Firmen-Desktop auf fremden PCs

Auch ein gelegentlich als veraltet gehandelter Typ-2-Hypervisor wie VMware Workstation und "Virtual PC" kann in einem umfassenden Virtualisierungskonzept wichtige Aufgaben übernehmen. Da er auf Basis eines vollständigen Host-Betriebssystems läuft, schafft er die Möglichkeit, einen Unternehmens-Desktop auch auf Geräten anzubieten, die einem Angestellten oder einem freien Mitarbeiter gehören. Dafür eignen sich besonders virtuelle Desktops, die sich über zentrale Richtlinien so steuern lassen, dass etwa der Datenaustausch zwischen Gast und Host unterbunden werden kann.

VMware bietet mit ACE schon länger eine derartige Lösung an, die ein Paket aus Virtualisierungssoftware, Betriebssystem und Anwendungen schnüren kann. Ein externer Projektbeteiligter kann beispielsweise einen solchen Desktop auf einem USB-Stick mitnehmen und auf jedem beliebigen PC starten.
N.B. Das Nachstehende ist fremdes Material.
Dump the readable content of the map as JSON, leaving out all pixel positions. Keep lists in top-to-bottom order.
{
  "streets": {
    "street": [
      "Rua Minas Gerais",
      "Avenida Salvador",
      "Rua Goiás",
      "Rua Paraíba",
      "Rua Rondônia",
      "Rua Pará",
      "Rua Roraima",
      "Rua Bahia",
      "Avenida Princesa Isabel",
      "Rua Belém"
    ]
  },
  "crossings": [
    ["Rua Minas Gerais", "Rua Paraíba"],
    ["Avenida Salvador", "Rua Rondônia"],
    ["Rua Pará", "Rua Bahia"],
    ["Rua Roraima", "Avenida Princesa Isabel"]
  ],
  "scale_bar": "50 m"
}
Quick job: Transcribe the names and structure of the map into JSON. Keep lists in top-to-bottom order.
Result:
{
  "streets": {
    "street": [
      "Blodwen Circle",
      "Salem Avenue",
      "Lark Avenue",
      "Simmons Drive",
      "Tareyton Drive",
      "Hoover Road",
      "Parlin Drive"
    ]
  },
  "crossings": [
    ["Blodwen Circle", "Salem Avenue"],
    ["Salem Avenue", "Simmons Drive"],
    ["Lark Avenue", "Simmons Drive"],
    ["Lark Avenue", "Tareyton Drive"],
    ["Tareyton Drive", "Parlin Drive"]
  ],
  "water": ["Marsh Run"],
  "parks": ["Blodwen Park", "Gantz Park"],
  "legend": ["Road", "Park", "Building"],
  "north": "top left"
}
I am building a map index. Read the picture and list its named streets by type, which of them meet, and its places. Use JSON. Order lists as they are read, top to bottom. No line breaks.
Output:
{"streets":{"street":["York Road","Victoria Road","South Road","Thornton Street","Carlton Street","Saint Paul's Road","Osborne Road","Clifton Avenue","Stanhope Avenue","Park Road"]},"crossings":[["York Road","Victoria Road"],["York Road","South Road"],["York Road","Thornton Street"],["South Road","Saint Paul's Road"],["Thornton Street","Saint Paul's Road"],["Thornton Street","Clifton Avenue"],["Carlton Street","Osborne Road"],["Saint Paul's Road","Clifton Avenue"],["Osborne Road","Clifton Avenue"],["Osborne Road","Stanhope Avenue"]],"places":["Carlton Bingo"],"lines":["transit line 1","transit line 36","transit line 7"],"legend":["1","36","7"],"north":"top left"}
Nach dem Ende des Projekts wird der virtuelle Unternehmens-PC gemäß dem zuvor eingegebenen Ablaufdatum automatisch deaktiviert.

Microsoft erweitert seinen Virtual PC mit der von Kidaro zugekauften Technik um ähnliche Features. Das auf Microsoft "Enterprise Desktop Virtualization" (Med-V) umgetaufte Produkt ist zusätzlich in der Lage, nur einzelne Anwendungsfenster des Gastsystems auf dem Host einzublenden, so dass der Benutzer eine einheitliche Umgebung aus physischem und virtuellem System erhält. Med-V soll im nächsten Jahr ebenfalls Bestandteil von MDOP werden.

Fazit

Den IT-Abteilungen steht schon heute eine ganze Palette von Virtualisierungsoptionen für den Desktop zur Verfügung, im Lauf der nächsten Jahre wird sich das Angebot noch ausweiten. Obwohl die Produkte für große VDI-Lösungen noch Defizite aufweisen, stehen bereits einige bewährte Techniken zur Verfügung, die den monolithischen Desktop aufbrechen können und für viele Benutzerszenarien neue Optionen bieten.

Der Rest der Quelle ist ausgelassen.